A few years ago, an executive traveler from China, India or Indonesia would probably never have heard of some of the world’s biggest international hotel brands, such as InterContinental, Hilton or Marriot. Today, one is probably opening in their hometown.
Due to booming domestic demand, the Asia-Pacific region is seeing a mushrooming in hotels from international and regional chains. Hilton, for example, plans to grow to 300 hotels in the region over the next six years. Starwood Hotels, which includes the Westin and Sheraton brands, will open 50 new properties in Asia this year, which accounts for nearly 60% of the company’s development in 2012. And in India, Marriott is expanding from 11 to 100 hotels in the next five years.
“By the end of 2013 we’ll have more hotels on China’s Hainan Island than in the [US’s] Hawaiian Islands,” said Matt Fry, Starwood’s senior vice president of development in Asia.

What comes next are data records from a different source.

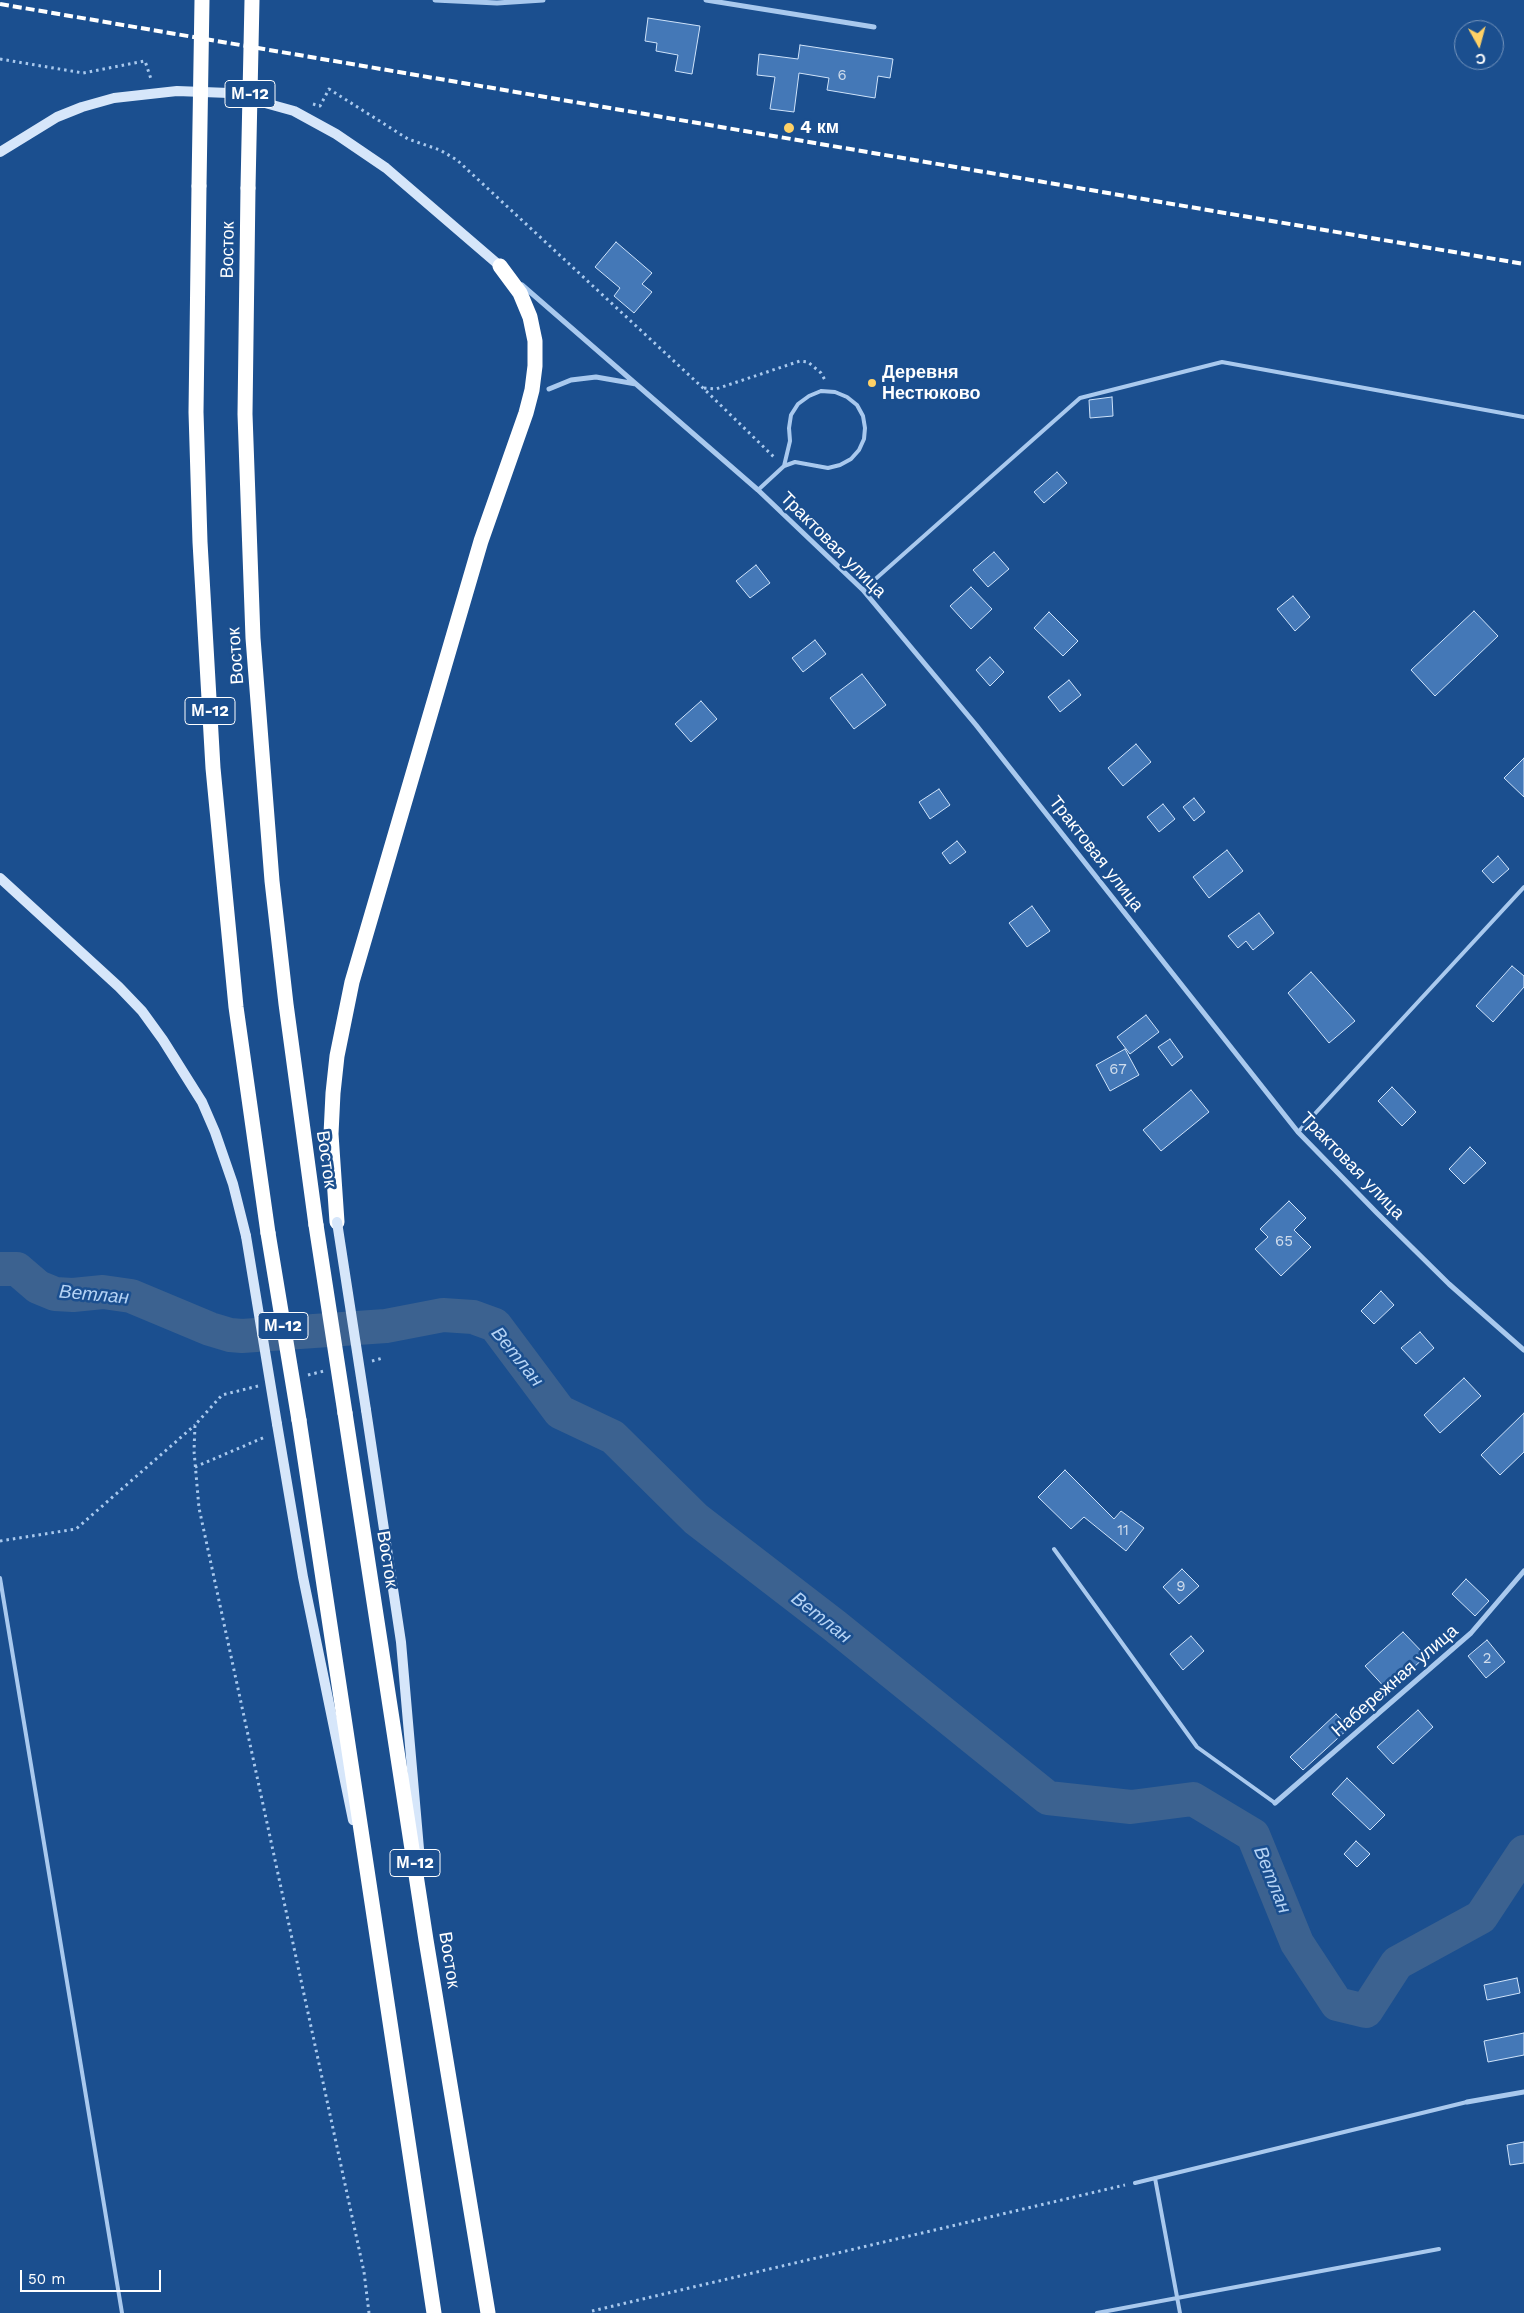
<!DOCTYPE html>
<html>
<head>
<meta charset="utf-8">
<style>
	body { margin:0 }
	#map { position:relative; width:1524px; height:2313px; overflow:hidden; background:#1b4f8f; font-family:"Work Sans",sans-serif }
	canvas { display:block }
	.north { position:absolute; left:1454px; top:20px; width:50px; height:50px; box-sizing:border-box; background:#1b4f8f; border:1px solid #7695bc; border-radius:50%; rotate:173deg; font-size:14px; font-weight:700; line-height:20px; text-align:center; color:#fff }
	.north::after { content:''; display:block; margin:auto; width:18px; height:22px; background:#ffd166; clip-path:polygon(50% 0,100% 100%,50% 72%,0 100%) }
	.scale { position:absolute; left:20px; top:2270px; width:141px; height:22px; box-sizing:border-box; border:2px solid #fff; border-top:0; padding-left:6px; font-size:15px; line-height:18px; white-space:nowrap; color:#fff; -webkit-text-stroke:4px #1b4f8f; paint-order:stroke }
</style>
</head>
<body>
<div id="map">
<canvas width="1524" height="2313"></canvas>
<div class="north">С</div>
<div class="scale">50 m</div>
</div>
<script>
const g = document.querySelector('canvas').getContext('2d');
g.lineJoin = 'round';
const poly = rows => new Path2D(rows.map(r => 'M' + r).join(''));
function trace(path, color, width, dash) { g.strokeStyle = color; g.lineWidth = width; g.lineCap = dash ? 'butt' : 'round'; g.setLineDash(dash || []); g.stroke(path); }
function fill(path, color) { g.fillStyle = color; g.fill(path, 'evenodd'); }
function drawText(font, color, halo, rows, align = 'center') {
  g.font = font + ' "Work Sans",sans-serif'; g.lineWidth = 5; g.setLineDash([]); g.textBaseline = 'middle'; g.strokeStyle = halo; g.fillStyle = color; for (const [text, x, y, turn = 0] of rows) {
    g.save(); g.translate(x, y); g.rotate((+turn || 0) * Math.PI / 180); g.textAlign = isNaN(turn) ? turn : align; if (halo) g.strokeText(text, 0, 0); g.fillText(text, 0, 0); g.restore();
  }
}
const river = poly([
	[0,1269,17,1269,38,1287,55,1294,73,1295,103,1292,131,1296,210,1329,230,1335,242,1336,386,1326,443,1315,473,1317,495,1325,560,1412,613,1437,696,1519,835,1626,1048,1798,1131,1807,1193,1799,1253,1835,1297,1943,1337,2004,1366,2011,1397,1963,1481,1917,1524,1852]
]);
const building = poly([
	[648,18,700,26,692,74,675,71,678,55,656,51,657,43,645,41,648,18],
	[800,45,893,59,890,78,878,76,875,98,827,90,829,78,799,73,794,112,770,109,775,77,757,75,759,54,798,59,800,45],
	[616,242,652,273,642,284,652,292,634,313,614,296,620,288,595,267,616,242],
	[1112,397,1113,416,1090,418,1089,400,1112,397],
	[1057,472,1067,483,1044,503,1034,492,1057,472],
	[994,552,1009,569,988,587,973,570,994,552],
	[756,565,770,583,750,598,736,581,756,565],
	[971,587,992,609,971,629,950,606,971,587],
	[1293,596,1310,617,1295,631,1277,609,1293,596],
	[1474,611,1498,636,1435,696,1411,670,1474,611],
	[1049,612,1078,641,1063,656,1034,628,1049,612],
	[815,640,826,654,803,672,792,658,815,640],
	[990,657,1004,672,990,686,976,670,990,657],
	[862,674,886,705,854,729,830,698,862,674],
	[1069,680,1081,695,1060,712,1048,697,1069,680],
	[701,701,717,719,691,742,675,724,701,701],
	[1136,744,1151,762,1123,786,1108,768,1136,744],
	[1524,758,1524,797,1504,778,1524,758],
	[939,789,950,805,930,819,919,802,939,789],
	[1194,798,1205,812,1194,821,1183,807,1194,798],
	[1163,804,1175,819,1159,832,1147,817,1163,804],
	[957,841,966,852,950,864,942,853,957,841],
	[1227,850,1243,871,1209,898,1193,877,1227,850],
	[1498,856,1509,869,1493,883,1482,871,1498,856],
	[1032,906,1050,931,1027,947,1009,923,1032,906],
	[1259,913,1274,933,1253,950,1246,941,1238,948,1228,936,1259,913],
	[1512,966,1524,976,1524,987,1493,1022,1476,1006,1512,966],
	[1311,972,1355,1021,1329,1043,1288,993,1311,972],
	[1146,1015,1159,1032,1130,1054,1117,1037,1146,1015],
	[1170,1039,1183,1057,1172,1066,1158,1047,1170,1039],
	[1125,1049,1139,1075,1110,1091,1096,1065,1125,1049],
	[1392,1087,1416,1112,1402,1126,1378,1101,1392,1087],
	[1191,1090,1209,1112,1161,1151,1143,1130,1191,1090],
	[1470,1147,1486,1163,1464,1184,1449,1169,1470,1147],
	[1289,1201,1306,1218,1294,1230,1311,1247,1281,1276,1255,1249,1268,1237,1260,1229,1289,1201],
	[1381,1291,1394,1305,1374,1324,1361,1311,1381,1291],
	[1420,1332,1434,1348,1416,1364,1401,1348,1420,1332],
	[1464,1378,1481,1396,1440,1433,1424,1415,1464,1378],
	[1524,1413,1524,1452,1500,1475,1481,1455,1524,1413],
	[1065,1470,1114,1519,1121,1511,1144,1528,1126,1551,1084,1517,1071,1529,1038,1497,1065,1470],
	[1182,1569,1199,1586,1179,1604,1163,1587,1182,1569],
	[1466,1579,1489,1601,1475,1616,1452,1594,1466,1579],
	[1403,1632,1426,1656,1388,1691,1365,1666,1403,1632],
	[1191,1636,1204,1651,1183,1670,1170,1654,1191,1636],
	[1487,1640,1505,1662,1486,1678,1468,1656,1487,1640],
	[1418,1710,1433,1727,1393,1764,1377,1747,1418,1710],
	[1336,1714,1349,1728,1303,1770,1290,1757,1336,1714],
	[1347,1778,1385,1815,1370,1830,1332,1794,1347,1778],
	[1356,1841,1370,1854,1357,1867,1344,1854,1356,1841],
	[1517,1978,1520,1993,1487,2000,1484,1985,1517,1978],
	[1524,2033,1524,2055,1488,2062,1484,2041,1524,2033],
	[1524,2142,1524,2163,1510,2165,1507,2145,1524,2142]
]);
const path = poly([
	[0,59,83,73,145,61,151,79],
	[313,104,320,106,329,89,408,139,440,150,457,160,703,388,776,459],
	[704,388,716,389,800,361,808,362,821,373,825,380],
	[372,1361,383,1358],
	[308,1375,324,1371],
	[258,1386,222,1395,195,1425,194,1451,199,1508,364,2272,369,2313],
	[195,1467,265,1437],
	[0,1541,76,1529,195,1425],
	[592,2311,1125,2185]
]);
const lane = poly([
	[821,391,835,392,847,397,857,405,863,416,865,428,864,439,859,450,851,459,840,465,828,468,795,462,784,466,790,441,789,428,791,415,798,404,809,396,821,391],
	[758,490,784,466],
	[863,590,1080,398,1222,362,1524,417],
	[1298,1132,1524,887],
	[1054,1549,1197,1747,1275,1803],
	[0,1578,122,2313],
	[1155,2178,1180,2313],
	[1135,2183,1467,2102],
	[1097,2313,1439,2249]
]);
const street = poly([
	[435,0,497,3,543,0],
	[706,0,874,27],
	[522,285,758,490,863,590,976,725,1298,1132,1377,1213,1449,1284,1524,1350],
	[549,389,571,380,596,377,636,384],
	[1275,1803,1471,1633,1524,1571],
	[1467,2102,1524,2092]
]);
const secondary = poly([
	[0,152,57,117,82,107,114,98,177,91,229,93,294,111,336,134,386,168,500,266],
	[0,878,119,987,142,1011,163,1040,202,1102,215,1132,233,1184,246,1236],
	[366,1410,401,1642,419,1849],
	[277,1424,303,1577,353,1820]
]);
const highway = poly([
	[199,186,196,412,200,542,213,768,236,1007,268,1233],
	[248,188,245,414,253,638,272,881,286,1004,316,1225],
	[337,1222,331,1134,333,1093,337,1056,352,982,481,541,526,413,532,390,535,366,535,341,530,317,520,293,500,266],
	[345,1413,426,1940,488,2313],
	[299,1420,434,2313]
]);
const rail = poly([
	[0,4,1524,264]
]);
const secondaryBridge = poly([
	[337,1222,366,1410],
	[246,1236,277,1424]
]);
const highwayBridge = poly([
	[199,186,202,0],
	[248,188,252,0],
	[316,1225,345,1413],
	[268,1233,299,1420]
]);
const markers = [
	[789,128,6,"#ffd166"],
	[872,383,5,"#ffd166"]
];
const numberNames = [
	["6",842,76],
	["67",1118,1070],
	["65",1284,1242],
	["11",1123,1531],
	["9",1181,1587],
	["2",1487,1659]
];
const shields = [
	[250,94,50],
	[210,711,50],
	[283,1326,50],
	[415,1863,50]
];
const shieldNames = [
	["М-12",250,94],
	["М-12",210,711],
	["М-12",283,1326],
	["М-12",415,1863]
];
const poiNames = [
	["4 км",800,128],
	["Деревня",882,373],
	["Нестюково",882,394]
];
const streetNames = [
	["Восток",228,250,-89],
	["Трактовая улица",833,545,45],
	["Восток",236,656,-94],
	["Трактовая улица",1096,854,52],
	["Восток",326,1159,82],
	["Трактовая улица",1352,1166,46],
	["Восток",387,1559,81],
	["Набережная улица",1395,1681,-41],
	["Восток",449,1960,81]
];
const waterNames = [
	["Ветлан",94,1295,5],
	["Ветлан",517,1357,51],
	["Ветлан",821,1618,38],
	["Ветлан",1272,1880,68]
];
trace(river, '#3c6290', 34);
fill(building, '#4478b7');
trace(building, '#cfe3fa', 1);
trace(path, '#a9c9ee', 3, [2.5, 4]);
trace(lane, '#a9c9ee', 4);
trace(street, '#a9c9ee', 5);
trace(secondary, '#d6e6fa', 10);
trace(highway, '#fff', 15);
trace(rail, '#fff', 4, [9, 4]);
trace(secondaryBridge, '#d6e6fa', 10);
trace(highwayBridge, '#fff', 15);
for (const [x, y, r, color] of markers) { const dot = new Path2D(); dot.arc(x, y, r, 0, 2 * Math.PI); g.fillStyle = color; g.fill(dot); trace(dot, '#1b4f8f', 2); }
drawText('15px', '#d0dded', null, numberNames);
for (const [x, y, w] of shields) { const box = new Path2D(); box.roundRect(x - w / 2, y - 13.5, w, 27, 4); g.fillStyle = '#1b4f8f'; g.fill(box); trace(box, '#fff', 1); }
drawText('bold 16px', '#fff', null, shieldNames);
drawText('bold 18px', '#fff', '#1b4f8f', poiNames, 'left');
drawText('18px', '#fff', '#1b4f8f', streetNames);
drawText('italic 19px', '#b5d3f5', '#1b4f8f', waterNames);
</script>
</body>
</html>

According to the United Nations World Travel Organization, China’s hotel market will overtake the US’s as the world’s largest by 2025, with around six million hotel rooms — and almost double it by 2039.
“The supply of hotel rooms in Asia is still way below North American and European levels,” explained Fry. So the region is playing catch up — and not just in China and India. New hotels are springing up in a variety of destinations, such as Baku, Colombo and Dhaka. Markets like South Korea and Indonesia are also booming.
“As these markets further mature, our global network will benefit from a strong domestic presence in the countries that are destined to become major outbound markets,” said Gaurav Bhushan, chief investment officer at the Accor Asia Pacific hotel group.